The war-god didn't require worship. Only justice. And now, for the first time in centuries, the supernatural creatures of Nigeria had agreed to be just.
It wouldn't last. Ifeanyi knew that. But it would buy time.
Time for the boy in Warri to grow. Time for the world to adjust. Time for whatever was coming to reveal itself.
Femi Balogun — Ibadan, Police Headquarters
Inspector Femi Balogun had investigated murders for fifteen years, but he'd never seen a body like this.
The Leopard Clan elder had been found in a warehouse near the railway line, killed with methods that shouldn't exist: iron blade wrapped in red cloth, Egbesu prayers carved into the concrete floor. Ritual execution, performed with precision that spoke of training.
But Leopard Clan killed their own. That was their law. This was something else.
"Sir?" His partner, a young corporal named Ade, hovered at the door. "The preliminary report. And... something else."
Femi took the file, scanned it. The victim had been investigating "Iron Hand"—human militants who wanted to exterminate all supernaturals. But the murder method pointed to Egbesu worship, which meant shifter involvement, which meant...
"Sir, the something else." Ade's voice shook. "We found a shrine. In your office."
Femi went cold. He ran—upstairs, through corridors, to his own small office with its window overlooking Ibadan's brown hills. And there, beneath his desk, someone had built a shrine to corrupted Egbesu. Iron and blood and symbols that meant death to all who break the natural order .
A message. A threat. Or a frame.
Femi thought of the boy in Warri, the hybrid that rumors named as the center of everything. He thought of the Network, of Dr. Okonkwo's research, of the world tilting toward war.

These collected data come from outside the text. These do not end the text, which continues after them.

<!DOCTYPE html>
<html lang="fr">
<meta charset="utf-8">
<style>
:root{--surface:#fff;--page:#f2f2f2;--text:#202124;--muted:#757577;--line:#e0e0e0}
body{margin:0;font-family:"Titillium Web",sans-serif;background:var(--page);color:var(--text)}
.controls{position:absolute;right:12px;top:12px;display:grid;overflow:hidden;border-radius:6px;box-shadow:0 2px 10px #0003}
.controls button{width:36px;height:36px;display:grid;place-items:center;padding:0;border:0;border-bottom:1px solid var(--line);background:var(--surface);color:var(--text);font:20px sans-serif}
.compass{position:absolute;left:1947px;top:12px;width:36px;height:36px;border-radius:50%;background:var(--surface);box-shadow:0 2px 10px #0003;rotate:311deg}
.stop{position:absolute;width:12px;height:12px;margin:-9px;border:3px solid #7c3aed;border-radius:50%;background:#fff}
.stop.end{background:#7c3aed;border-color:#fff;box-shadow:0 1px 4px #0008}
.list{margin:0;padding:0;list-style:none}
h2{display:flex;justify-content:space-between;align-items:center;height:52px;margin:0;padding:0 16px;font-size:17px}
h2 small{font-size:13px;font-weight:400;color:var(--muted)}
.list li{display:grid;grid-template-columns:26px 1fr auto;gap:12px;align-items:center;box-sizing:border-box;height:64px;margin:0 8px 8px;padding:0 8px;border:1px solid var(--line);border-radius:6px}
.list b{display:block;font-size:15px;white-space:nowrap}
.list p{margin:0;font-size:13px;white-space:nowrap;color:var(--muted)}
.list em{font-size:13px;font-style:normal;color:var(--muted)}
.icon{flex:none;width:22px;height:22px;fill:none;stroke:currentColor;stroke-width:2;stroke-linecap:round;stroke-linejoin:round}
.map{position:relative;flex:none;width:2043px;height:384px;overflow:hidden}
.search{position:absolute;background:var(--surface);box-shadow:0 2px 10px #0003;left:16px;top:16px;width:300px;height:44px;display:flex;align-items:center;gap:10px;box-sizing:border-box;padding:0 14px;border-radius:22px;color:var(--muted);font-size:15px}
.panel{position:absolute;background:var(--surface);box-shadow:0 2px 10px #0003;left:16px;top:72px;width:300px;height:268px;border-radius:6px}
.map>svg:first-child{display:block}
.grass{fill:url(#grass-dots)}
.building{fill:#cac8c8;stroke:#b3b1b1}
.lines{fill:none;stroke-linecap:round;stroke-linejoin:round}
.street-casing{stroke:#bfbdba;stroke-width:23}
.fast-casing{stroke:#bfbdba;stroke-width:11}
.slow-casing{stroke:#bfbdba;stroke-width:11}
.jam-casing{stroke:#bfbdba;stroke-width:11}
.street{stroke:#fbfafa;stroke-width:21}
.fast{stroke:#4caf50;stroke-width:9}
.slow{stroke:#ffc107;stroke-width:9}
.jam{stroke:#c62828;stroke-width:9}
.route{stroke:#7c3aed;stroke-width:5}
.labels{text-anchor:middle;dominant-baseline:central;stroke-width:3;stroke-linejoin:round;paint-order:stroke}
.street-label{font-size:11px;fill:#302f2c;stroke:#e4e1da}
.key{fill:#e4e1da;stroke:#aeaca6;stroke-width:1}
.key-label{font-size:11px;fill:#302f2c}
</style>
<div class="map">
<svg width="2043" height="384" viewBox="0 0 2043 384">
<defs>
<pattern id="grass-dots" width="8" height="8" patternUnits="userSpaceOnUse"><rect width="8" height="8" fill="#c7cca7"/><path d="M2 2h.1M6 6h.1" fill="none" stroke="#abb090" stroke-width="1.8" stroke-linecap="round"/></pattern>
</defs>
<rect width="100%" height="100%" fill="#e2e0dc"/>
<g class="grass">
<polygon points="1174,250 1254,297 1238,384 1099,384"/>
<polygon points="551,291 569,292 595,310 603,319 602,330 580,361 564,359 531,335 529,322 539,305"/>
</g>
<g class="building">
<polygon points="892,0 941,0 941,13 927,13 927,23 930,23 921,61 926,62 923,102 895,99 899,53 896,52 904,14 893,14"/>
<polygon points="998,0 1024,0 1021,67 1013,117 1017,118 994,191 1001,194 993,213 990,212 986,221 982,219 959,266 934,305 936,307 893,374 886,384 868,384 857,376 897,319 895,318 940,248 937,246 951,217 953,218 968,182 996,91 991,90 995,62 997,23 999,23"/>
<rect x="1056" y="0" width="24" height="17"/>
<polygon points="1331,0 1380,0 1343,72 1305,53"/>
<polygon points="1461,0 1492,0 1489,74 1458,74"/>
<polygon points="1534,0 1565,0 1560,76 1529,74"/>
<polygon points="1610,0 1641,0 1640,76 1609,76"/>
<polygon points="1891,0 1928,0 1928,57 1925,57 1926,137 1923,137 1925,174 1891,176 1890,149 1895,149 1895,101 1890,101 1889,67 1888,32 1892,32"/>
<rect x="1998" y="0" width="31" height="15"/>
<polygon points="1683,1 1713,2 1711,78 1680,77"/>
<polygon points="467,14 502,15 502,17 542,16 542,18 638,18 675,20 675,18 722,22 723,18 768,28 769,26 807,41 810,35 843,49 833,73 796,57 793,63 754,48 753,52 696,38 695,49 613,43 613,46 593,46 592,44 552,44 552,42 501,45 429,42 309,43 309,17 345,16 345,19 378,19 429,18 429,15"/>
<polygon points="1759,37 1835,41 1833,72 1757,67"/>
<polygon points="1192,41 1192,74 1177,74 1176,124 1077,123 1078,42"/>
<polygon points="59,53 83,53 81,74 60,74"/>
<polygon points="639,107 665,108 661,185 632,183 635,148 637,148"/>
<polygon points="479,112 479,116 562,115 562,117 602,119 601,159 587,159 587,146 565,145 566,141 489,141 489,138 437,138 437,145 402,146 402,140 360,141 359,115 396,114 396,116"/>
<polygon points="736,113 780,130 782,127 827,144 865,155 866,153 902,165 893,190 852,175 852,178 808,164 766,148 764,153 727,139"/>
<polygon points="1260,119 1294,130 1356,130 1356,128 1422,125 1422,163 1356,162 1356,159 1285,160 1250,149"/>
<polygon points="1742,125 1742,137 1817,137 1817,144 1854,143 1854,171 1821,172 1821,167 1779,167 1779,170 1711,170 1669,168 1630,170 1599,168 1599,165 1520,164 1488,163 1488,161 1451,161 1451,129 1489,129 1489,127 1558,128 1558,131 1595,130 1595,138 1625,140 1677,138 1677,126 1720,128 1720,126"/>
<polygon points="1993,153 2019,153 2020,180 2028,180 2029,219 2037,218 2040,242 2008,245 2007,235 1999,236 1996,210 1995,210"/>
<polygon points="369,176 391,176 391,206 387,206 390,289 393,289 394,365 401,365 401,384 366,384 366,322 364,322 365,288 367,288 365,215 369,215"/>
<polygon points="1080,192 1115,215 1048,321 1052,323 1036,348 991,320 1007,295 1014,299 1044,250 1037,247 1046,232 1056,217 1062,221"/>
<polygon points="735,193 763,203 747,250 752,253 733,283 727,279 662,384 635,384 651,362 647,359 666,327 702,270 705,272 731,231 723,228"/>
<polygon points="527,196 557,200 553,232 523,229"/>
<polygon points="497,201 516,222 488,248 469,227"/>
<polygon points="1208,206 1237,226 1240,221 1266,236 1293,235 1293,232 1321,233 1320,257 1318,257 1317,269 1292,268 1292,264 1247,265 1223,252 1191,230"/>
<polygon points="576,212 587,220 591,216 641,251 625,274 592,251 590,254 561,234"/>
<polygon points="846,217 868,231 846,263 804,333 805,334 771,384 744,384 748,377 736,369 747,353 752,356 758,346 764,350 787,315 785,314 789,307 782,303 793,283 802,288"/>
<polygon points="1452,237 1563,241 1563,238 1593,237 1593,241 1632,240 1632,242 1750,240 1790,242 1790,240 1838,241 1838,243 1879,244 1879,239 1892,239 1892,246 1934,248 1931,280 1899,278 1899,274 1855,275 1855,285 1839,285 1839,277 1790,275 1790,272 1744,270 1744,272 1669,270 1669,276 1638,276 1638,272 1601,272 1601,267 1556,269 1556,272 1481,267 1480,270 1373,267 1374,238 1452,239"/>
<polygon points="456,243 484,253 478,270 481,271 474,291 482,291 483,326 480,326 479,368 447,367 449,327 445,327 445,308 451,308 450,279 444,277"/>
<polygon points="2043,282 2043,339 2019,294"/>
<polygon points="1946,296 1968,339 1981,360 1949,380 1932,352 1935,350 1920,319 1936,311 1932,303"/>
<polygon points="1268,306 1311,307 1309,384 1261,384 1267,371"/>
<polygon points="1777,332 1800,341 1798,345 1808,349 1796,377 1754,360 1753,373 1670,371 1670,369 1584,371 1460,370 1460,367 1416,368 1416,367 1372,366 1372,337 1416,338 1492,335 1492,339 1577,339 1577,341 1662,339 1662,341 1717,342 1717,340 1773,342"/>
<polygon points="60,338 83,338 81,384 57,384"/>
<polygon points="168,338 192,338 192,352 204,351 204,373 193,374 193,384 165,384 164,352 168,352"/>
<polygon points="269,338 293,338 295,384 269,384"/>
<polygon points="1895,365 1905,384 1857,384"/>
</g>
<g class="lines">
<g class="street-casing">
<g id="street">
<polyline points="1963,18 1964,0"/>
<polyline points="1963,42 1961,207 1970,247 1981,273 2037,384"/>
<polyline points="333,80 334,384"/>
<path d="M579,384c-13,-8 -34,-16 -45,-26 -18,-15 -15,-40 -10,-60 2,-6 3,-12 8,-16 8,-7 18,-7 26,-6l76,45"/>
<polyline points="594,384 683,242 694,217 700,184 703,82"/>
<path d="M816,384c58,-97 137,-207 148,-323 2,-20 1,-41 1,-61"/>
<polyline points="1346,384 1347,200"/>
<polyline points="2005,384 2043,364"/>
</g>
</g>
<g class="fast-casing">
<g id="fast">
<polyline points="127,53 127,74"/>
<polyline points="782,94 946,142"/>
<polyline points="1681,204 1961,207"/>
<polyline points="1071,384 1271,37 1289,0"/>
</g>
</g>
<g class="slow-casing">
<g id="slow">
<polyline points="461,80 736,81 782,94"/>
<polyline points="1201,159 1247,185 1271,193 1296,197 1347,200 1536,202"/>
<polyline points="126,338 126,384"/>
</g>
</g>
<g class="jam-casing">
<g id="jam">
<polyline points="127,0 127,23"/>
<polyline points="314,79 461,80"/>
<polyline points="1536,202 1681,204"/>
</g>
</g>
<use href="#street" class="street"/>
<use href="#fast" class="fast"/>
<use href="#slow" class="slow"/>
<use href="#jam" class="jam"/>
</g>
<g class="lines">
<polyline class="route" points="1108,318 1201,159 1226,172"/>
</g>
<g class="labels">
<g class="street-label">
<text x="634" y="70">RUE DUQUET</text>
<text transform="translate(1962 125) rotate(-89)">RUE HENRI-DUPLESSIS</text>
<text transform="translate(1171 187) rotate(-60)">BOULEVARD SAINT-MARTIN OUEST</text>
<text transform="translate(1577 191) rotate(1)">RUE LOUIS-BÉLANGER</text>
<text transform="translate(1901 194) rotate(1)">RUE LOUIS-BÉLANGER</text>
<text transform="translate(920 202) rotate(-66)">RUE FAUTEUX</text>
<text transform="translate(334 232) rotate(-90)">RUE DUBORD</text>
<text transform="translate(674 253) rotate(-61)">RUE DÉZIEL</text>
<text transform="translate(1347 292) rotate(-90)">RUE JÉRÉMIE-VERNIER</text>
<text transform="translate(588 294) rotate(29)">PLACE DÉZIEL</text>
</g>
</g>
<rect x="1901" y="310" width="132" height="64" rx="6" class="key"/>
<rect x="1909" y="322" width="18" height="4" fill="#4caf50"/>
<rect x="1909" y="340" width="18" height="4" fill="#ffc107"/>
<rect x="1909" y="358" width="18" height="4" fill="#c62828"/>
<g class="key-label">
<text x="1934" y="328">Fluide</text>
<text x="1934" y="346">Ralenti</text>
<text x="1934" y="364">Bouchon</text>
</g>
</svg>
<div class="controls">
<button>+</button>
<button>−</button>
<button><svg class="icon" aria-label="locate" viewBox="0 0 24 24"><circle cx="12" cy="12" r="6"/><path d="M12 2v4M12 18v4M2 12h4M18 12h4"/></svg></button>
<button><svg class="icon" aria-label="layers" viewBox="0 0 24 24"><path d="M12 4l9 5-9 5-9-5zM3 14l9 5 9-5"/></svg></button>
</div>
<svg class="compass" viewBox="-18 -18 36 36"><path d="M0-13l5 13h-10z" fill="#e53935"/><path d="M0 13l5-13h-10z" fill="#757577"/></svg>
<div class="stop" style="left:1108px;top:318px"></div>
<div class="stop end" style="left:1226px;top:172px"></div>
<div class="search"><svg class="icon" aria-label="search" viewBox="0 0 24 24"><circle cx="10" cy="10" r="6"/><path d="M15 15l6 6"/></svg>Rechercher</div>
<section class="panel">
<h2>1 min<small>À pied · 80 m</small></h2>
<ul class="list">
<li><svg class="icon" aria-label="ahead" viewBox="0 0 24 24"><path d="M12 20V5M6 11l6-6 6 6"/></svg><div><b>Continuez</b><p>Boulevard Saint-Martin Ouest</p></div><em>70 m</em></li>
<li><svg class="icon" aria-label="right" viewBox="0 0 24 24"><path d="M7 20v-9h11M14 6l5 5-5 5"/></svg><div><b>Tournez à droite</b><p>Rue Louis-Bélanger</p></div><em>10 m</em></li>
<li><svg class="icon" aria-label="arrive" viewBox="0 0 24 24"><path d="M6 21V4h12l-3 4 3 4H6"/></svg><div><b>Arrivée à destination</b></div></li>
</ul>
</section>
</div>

He reached for his phone and dialed a number he'd been given by a contact who smelled of river water and old magic. "This is Femi Balogun," he said. "I need to speak to the ghost child's mother. Tell her the Iron Hand has infiltrated the police. Tell her they're coming for her son."
He didn't know if the message would reach Enebi Odoko. But he knew, with the certainty of a man who had spent his life hunting truth, that the war had begun.